I began on low-dose HRT (estradiol patch and spironolactone pill) in mid-July, 2019. My doctor described it as “one sixth” of the amount she would prescribe to someone in full transition. Since then, I have had two increases, and am currently at approximately 1/3 the full dose. I am posting updates every few months, or when things are interesting.
Mid June, 2021 (1yr, 11 mos) – I had my 2-year check-up in early May. It was actually a 96-week checkup because the estrogen is prescribed in packs of 12 weeks, rather than 13, meaning the appointment will move about a month forward with each passing year.
I told my doctor that the hormones are controlling the dysphoria well, but that I remain somewhat disappointed to not be getting much in the way of emotional changes. She was totally open to going up on the estrogen, and bordered on encouraging it, but I declined. In addition to not seeing much in the way of emotional changes, I have seen essentially no physical changes (beyond slight weight gain, which could be related to the pandemic), and I’d prefer to keep it that way — mostly. I know that my body is now fully primed, and even a small increase could trigger rapid developments. Or not. I’m 57, and the chance of significant bodily feminization has always been rather low.
The doctor said that she goes with what each patient feels is right, as long as it’s safe, and that most of her patients know when to go up. I asked her how they know, and she said that they typically get to a point where they “just can’t take it anymore.” I am not there . . . yet.

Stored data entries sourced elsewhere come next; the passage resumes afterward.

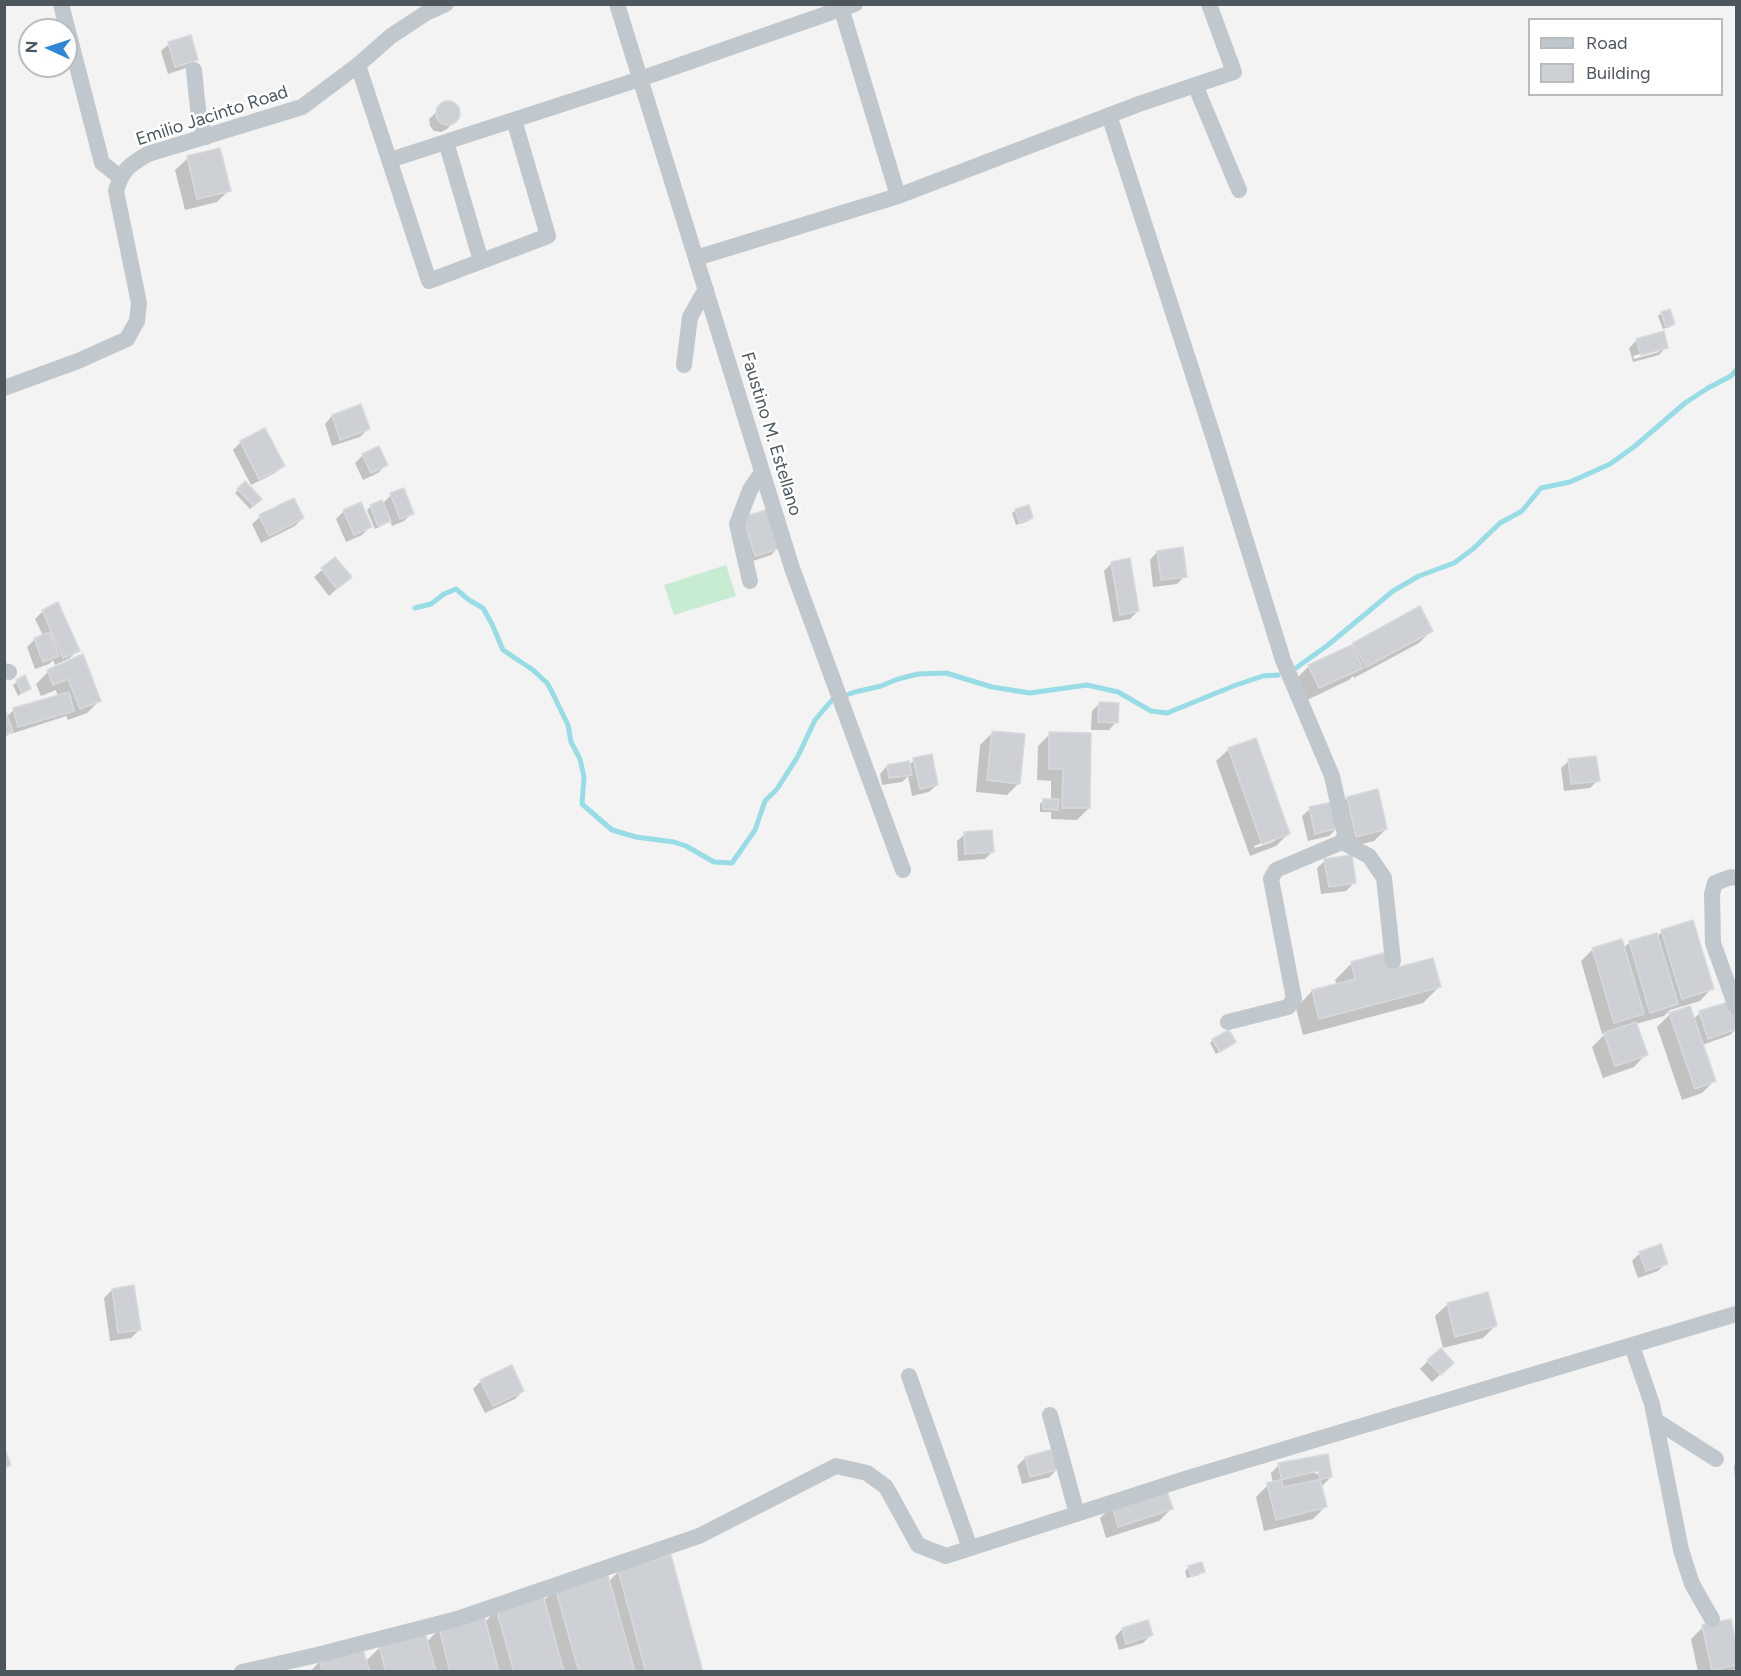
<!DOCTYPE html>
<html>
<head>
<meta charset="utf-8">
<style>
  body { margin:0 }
  #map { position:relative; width:1741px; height:1676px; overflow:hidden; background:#f4f3f3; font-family:Figtree,sans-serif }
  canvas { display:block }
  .frame { position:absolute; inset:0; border:6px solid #4c575e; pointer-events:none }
  .legend { position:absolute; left:1528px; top:18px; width:195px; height:78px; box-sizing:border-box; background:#fff; border:2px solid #b7bcbf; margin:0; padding:8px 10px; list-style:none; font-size:18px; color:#4c575e }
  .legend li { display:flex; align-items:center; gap:12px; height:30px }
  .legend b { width:30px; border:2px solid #b7bcbf }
  .north { position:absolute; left:18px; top:18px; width:60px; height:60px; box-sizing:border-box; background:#fff; border:2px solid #b7bcbf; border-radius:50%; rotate:273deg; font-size:16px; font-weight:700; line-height:24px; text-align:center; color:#4c575e }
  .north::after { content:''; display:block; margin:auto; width:21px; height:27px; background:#2d87d4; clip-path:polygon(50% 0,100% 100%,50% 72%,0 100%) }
</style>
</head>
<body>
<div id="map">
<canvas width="1741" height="1676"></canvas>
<div class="frame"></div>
<ul class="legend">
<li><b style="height:8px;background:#c0c8cd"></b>Road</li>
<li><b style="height:16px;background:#cdd0d4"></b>Building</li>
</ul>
<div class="north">N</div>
</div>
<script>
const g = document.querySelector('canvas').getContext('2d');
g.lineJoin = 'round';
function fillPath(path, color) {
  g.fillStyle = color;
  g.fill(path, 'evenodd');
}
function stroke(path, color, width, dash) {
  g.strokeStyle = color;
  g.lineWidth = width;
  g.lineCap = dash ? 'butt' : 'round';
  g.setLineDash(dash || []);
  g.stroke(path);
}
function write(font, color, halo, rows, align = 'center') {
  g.font = font + ' Figtree,sans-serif';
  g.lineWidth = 5;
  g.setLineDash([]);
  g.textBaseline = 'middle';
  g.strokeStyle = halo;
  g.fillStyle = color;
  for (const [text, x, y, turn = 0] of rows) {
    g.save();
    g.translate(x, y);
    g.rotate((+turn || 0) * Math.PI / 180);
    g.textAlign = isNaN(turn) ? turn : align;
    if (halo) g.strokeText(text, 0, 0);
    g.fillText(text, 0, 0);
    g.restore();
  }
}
fillPath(new Path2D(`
  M726,565l10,31 -62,19 -10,-30z`), '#c7ecd1');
fillPath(new Path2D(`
  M169,44l28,15 -8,8 -21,7 -7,-23z
  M445,104h6l5,4 2,5 -2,7 -9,9 -6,3 -7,-1 -4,-5 -1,-7z
  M188,158l41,32 -12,12 -32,8 -10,-40z
  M1662,313l11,10 -3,4 -7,2 -5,-13z
  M1637,340l29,7 -7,8 -26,7 -4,-14zM1659,348v4l-25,7 -1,-3z
  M332,416l36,13 -8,8 -28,9 -7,-22z
  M241,442l42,24 -8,7 -24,12 -18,-35z
  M363,455l23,10 -8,8 -15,7 -8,-17z
  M245,483l15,16 -10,10 -15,-16z
  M391,495l21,18 -8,8 -12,5 -2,-6 -5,4 -10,5 -8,-19 4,-4 11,-2z
  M293,500l10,18 -8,8 -34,17 -9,-19 8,-7z
  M1016,510l16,8 -4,3 -12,4 -4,-12z
  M344,511l26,16 -8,8 -16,7 -10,-23z
  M743,518l36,29 -8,8 -24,8z
  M1157,552l28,24 -8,8 -24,3 -3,-27z
  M335,559l15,18 -21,19 -15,-19z
  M1112,563l26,48 -8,8 -17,3 -9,-51z
  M43,611l35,39 -8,8 -15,7 -2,-5 -4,4 -14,5 -8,-22 8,-8 8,-3 -8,-17z
  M1431,631l-12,12 -65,35 -1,-2 -4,4 -42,20 -10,-22 12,-12 45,-22z
  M82,656l17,45 -12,12 -19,7 -2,-4 -55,18 -1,-1 -6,5v-23l2,2 8,-7 44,-13 -2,-7 -15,6 -5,-12 12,-12z
  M24,677l5,11 -11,8 -5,-11z
  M1099,704l17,18 -7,8h-18l1,-19z
  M993,732l26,51 -12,12 -31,-3 4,-47z
  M1050,734l39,74 -12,12 -26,-1v-7h-11v-8l4,-4 7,1v-20l-14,-1 1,-34z
  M1229,749l59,85 -12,12 -26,10 -34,-95zM1275,838v3l-20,7 -1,-2z
  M914,760l23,25 -8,7 -17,4 -4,-20 -6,6 -20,3 -2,-11 7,-8 22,-1z
  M1569,761l29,19 -8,8 -26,3 -3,-23z
  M1347,798l39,31 -12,12 -30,7 -5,-22 -10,10 -21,5 -6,-25 8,-7 23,3z
  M965,834l27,18 -7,7 -27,2 -1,-20z
  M1325,861l29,22 -8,8 -25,3 -4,-26z
  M1662,931l50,57 -12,13 -30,9 -6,6 -28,8 10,30 -12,13 -31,11 -11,-31 15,-15 -5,2 -21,-73 12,-12 30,-1 7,-6 27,-5z
  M1352,963l38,8 49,16 -16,16 -120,32 -7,-27 16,-17 25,-6 -2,-5z
  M1730,1003l6,19v7l-6,6 -28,10 12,36 -12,12 -20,7 -25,-73 12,-12h-1l21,-7 4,11 7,-6z
  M1213,1040l21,2 -18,12 -6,-11z
  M1640,1253l26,10 -8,8 -20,7 -6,-17z
  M112,1290l27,40 -8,8 -21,3 -6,-43z
  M1448,1304l47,22 -12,12 -40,10 -8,-32z
  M1428,1361l16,10 -12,11 -12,-13z
  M481,1381l42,10 -8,8 -30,14 -12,-24z
  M1025,1458l32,11 -7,8 -28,7 -5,-18z
  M1736,1463v27l-2,-24z
  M1279,1465l52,12 -8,8h-3l5,22 -12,12 -49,12 -8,-34 12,-12 5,-1 -2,-11z
  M1112,1506l59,3 -12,12 -53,17 -6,-20z
  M1189,1567l14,4 -4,4 -12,3 -2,-7z
  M618,1572l83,100h-391l10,-11 45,1 15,-15 46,-4 13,-14 45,-6 13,-14 46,-8 13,-12 52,-7z
  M1730,1621l6,29v17l-4,5h-34l-7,-33 12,-12z
  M1122,1629l29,6 -8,8 -24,7 -4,-13z`), '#0003');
stroke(new Path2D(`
  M415,608l16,-4 13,-10 12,-5 13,11 14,8 9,16 11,26 30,20 14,13 4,7 17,35 3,17 9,17 4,18 -2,27 30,26 24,7 38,5 12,4 28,16 18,1 23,-33 10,-29 12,-12 21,-33 17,-36 17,-20 23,-8 26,-6 17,-7 20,-5 28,-1 46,14 38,6 57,-8 31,7 33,19 16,2 69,-28 27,-9 15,-1
  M1296,668l32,-23 65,-54 26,-15 35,-13 19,-14 27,-26 22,-12 19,-23 29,-6 40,-18 25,-18 50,-43 23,-15 23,-12 5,-6`), '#98dce5', 5);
const building = new Path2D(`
  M191,35l7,25 -23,7 -7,-25z
  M436 113a12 12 0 1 1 24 0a12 12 0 1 1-24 0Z
  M220,148l11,43 -34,8 -10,-43z
  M1670,309l5,15 -9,3 -5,-15z
  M1664,331l4,17 -27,7 -5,-16z
  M361,404l9,25 -30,11 -8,-25z
  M265,428l20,38 -26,13 -19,-38z
  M379,446l9,19 -17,8 -9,-19z
  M245,481l17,18 -8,7 -17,-17z
  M404,488l10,26 -14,5 -10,-26z
  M294,498l10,20 -35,18 -10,-21z
  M382,500l9,21 -13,5 -8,-21z
  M361,502l11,25 -18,8 -11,-25z
  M1029,505l4,13 -14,4 -4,-13z
  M769,509l12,39 -26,8 -12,-39z
  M1183,547l4,30 -26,3 -4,-29z
  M335,557l17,20 -15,12 -16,-21z
  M1130,558l9,53 -19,4 -9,-53z
  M58,602l22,49 -17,7 -21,-48z
  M1420,606l13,25 -67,36 -13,-24z
  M50,632l9,24 -16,6 -9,-24z
  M1352,645l11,23 -44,20 -11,-23z
  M83,654l18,47 -21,8 -12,-30 -15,6 -6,-15z
  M25,675l6,14 -9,4 -6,-13z
  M69,692l5,19 -56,16 -5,-19z
  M1099,702l20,1 -1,20 -20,-1z
  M6,712l7,20 -9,3v-22z
  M992,731l33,3 -5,50 -33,-4z
  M1049,732l42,1 -1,75h-28l1,-39h-14z
  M1256,738l34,96 -28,10 -34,-96z
  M932,754l6,31 -18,4 -7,-31z
  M1596,756l4,25 -29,3 -3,-25z
  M909,761l3,14 -23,3 -2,-13z
  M1378,789l9,40 -31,8 -9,-40z
  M1043,799h16l-1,11 -15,-1z
  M1333,802l6,26 -24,6 -6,-27z
  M992,830l2,22 -29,2 -1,-22z
  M1352,855l4,28 -27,4 -5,-28z
  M1693,920l21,69 -32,10 -21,-69z
  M1657,933l21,71 -28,9 -21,-72z
  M1622,939l22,75 -30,9 -22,-75z
  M1387,952l4,17 42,-11 8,29 -122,32 -7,-29 43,-11 -4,-17z
  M1731,1001l5,17v11l-28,10 -9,-28z
  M1690,1006l26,75 -21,8 -26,-76z
  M1636,1022l12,33 -33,11 -11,-33z
  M1229,1030l7,12 -16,10 -8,-13z
  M1661,1244l7,20 -22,7 -7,-19z
  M134,1285l7,45 -23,3 -6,-44z
  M1488,1292l9,34 -42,11 -8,-34z
  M1441,1348l13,15 -13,12 -14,-15z
  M512,1365l12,26 -31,15 -13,-26z
  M4,1447l7,18 -7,3z
  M1054,1449l5,20 -29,8 -5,-20z
  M1328,1454l4,23 -49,10 -5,-24z
  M1318,1471l9,36 -51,13 -9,-37z
  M1166,1488l7,21 -55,18 -6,-22z
  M671,1555l32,117h-57l-28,-102z
  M1202,1562l3,10 -14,4 -3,-10z
  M607,1572l28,100h-56l-24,-85z
  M543,1595l21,77h-50l-18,-64z
  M484,1616l15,56h-49l-11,-44z
  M1731,1619l5,24v22l-24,6 -10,-46z
  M1148,1620l5,15 -27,9 -4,-16z
  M425,1632l11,40h-50l-7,-26z
  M362,1647l8,25h-47l-4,-12z`);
fillPath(building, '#cdd0d4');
stroke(building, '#d7d9dd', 1.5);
stroke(new Path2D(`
  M61,4l41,159 18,14
  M617,4l175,564 111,302
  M840,4l58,192
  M358,65l71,216 119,-45 -34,-116
  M194,70l5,49 7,18
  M1195,85l44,105
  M1109,115l106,327 68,218 49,116 13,58 -3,8 -66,28 -5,9 23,120 -6,8 -60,15
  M446,142l35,119
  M390,160l250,-81 215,-75
  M696,258l202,-62 241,-92 95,-32 -25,-68
  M684,365l6,-48 16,-28
  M4,388l74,-27 49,-22 10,-18 2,-18 -23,-112c6,-21 13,-26 32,-37l154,-47 56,-42 33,-29 35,-23 20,-9
  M750,581l-13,-57 13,-34 12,-18
  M4,671l5,1
  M1342,842l27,14 15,22 9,83
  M1736,878l-5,-1 -16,6 -3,11 1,49 23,64
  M1632,1346l20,58 29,146 11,34 20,35
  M909,1376l61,172
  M1050,1415l27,99
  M1655,1420l61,39
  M242,1672l75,-17 140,-36 242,-83 137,-70 31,7 19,14 32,58 28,11 245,-79 545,-163`), '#c0c8cd', 16);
write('18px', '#4c575e', '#fff', [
  ["Emilio Jacinto Road",212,116,-18],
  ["Faustino M. Estellano",771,434,73]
]);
</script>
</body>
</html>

In talking with my spouse afterward, she also encouraged me to consider going up if the results aren’t satisfying, and questioned why the doctor would trust patients to make that decision if the potential benefits are well-established and not dangerous. While that’s certainly a welcome response, I’m not sure she entirely appreciates the potential degree of physical changes, and that she would likely not be comfortable with them.
But as I have processed these conversations, and my own desire to experience more psychological benefits, I am becoming more willing to risk the physical in service to the emotional. With another follow-up appointment already scheduled for November, my doctor made it clear that I could contact her before that to request an increase and she would grant it without hesitation. That would likely take me up to something approaching 1/2 of a full dose.
If I’m honest with myself, I realize that I really would like to be at a full dose someday, say, by the time I turn 60 in the summer of 2023. If I plot that out, it looks something like this:
Actual
July 2019: 16%
Dec 2019: 25%
July 2020: 33%
Goal(?)
July 2021: 50%
July 2022: 66%
July 2023: 100%
I may have to live with physical changes — which I very much don’t want, but also very much do still dream of. Perhaps I am actually nearing a point where I just “can’t take it” — the ambiguity, the waiting, the hoping, the anticipating, the need to shirk off one gender and reveal the other. I may very well need/want to take the next baby step.